Specifies the IPv4 and IPv6 addresses and ports, in CIDR notation, excluded from monitoring for interactive sessions.

Example: 192.0.2.0/24,2001:DB8::/64,10.2.3.0/22,vlan 192.0.2.0/16,192.168.3.123/32

SIEM Processing Options

Note: SIEM analysis features are only available for RH/CentOS 7 and RH/CentOS 8.

Enable SIEM Assets Discovery

When selected, allows Tenable Nessus Network Monitor to discover assets through SIEM analysis. For more information, see SIEM Analysis Section.

Enable SIEM User Account Activity

When selected, allows Tenable Nessus Network Monitor to detect user account activity through SIEM analysis. For more information, see SIEM Analysis Section.

Enable SIEM Software Detection

When selected, allows Tenable Nessus Network Monitor to detect software events through SIEM analysis.

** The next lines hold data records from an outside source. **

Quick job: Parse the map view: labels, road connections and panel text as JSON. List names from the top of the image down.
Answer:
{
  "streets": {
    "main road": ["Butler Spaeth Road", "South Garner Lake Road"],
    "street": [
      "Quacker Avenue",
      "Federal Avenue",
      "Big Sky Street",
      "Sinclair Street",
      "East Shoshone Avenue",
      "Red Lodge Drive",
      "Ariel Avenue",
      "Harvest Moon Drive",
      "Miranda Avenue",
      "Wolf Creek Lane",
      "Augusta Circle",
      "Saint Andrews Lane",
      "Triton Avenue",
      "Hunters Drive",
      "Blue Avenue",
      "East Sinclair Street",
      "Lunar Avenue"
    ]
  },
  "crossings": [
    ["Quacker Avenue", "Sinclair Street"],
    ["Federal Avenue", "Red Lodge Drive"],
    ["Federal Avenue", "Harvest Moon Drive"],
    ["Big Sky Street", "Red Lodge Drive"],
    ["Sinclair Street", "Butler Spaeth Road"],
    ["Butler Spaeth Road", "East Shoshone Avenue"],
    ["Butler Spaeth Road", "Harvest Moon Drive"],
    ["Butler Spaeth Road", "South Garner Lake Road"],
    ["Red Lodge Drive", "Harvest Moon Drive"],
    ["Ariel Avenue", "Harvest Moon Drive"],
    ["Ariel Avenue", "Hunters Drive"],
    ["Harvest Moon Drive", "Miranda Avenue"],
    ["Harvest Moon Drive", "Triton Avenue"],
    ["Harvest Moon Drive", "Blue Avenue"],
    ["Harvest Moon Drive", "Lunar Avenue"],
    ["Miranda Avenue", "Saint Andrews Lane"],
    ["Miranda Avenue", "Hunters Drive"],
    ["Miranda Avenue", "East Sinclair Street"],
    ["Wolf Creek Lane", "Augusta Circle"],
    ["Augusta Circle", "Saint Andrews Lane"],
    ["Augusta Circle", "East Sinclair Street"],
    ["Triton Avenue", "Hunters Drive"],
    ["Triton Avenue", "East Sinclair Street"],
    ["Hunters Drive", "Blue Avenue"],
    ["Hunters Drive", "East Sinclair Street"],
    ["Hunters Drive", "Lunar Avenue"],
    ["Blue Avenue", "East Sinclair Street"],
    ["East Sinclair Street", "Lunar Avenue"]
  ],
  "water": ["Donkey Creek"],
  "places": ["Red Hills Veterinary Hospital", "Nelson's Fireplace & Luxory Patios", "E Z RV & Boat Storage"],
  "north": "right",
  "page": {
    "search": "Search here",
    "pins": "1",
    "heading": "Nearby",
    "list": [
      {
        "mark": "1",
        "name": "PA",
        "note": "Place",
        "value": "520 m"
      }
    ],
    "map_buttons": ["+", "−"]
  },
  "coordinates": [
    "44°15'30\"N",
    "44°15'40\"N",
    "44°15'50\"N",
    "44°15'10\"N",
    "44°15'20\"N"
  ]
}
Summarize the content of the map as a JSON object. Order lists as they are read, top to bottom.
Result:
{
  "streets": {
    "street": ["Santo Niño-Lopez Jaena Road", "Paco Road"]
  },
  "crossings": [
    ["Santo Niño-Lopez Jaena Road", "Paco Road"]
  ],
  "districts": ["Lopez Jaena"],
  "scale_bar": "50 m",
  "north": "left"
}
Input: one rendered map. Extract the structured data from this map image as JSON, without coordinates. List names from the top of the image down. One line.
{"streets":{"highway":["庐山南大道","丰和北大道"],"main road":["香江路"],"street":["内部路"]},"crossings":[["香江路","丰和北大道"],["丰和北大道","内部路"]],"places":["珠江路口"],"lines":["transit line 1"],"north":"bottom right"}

For more information, see SIEM Analysis Section.

Enable SIEM Service Modification

When selected, allows Tenable Nessus Network Monitor to detect service modification events through SIEM analysis. For more information, see SIEM Analysis Section.

SIEM Polling Interval

The interval, in minutes, after which Tenable Nessus Network Monitor updates its status with the SIEM servers and asks for a list of jobs. Options are in the range of 5-10 minutes.

SIEM Servers

SIEM Servers List

Note: SIEM analysis features are only available for RH/CentOS 7 and RH/CentOS 8.

Lists the servers used to track SIEM-related events. The charts shown in the SIEM Analysis section pull data from these servers. This section provides three options:

  • Add - Add a new SIEM server setting. Enter the following information:

    • IP - The server IP address.

    • Port (TCP) - The server IP port number.

    • SIEM Type - The server's SIEM type (Splunk).

    • User - The username that grants server access.

    • Password - The password that grants server access.

  • Edit - Edit the SIEM server settings listed above.

  • Delete - Delete the selected SIEM server and all related SIEM queries.

Note: SIEM server entries are displayed as User@IP_Address:Port (e.g., [email protected]:8089). The combination of these three parameters is unique; entries with the same three parameters are rejected.

Note: Tenable recommends that you only use trusted self-signed certificates for Splunk instances used with Tenable Nessus Network Monitor.

Syslog

Realtime Syslog Server List

Specifies the IPv4 or IPv6 address and port of a Syslog server to receive real-time events from Tenable Nessus Network Monitor. Click Add to save the address. A local Syslog daemon is not required. Syslog items can be specified to Standard or CEF formats and UDP or TCP protocols.

Example: 192.0.2.12:4567,10.10.10.10:514,[2001:DB8::23B4]:514

Vulnerability Syslog Server List

Specifies the IPv4 or IPv6 address and port of a Syslog server to receive vulnerability data from Tenable Nessus Network Monitor. Click Add to save the address. A local Syslog daemon is not required. You can specify Syslog items to Standard or CEF formats and UDP or TCP protocols.

Example: 192.0.2.12:4567,10.10.10.10:514,[2001:DB8::23B4]:514

Note: While Tenable Nessus Network Monitor may display multiple log events related to one connection, it sends only a single event to the remote Syslog server(s).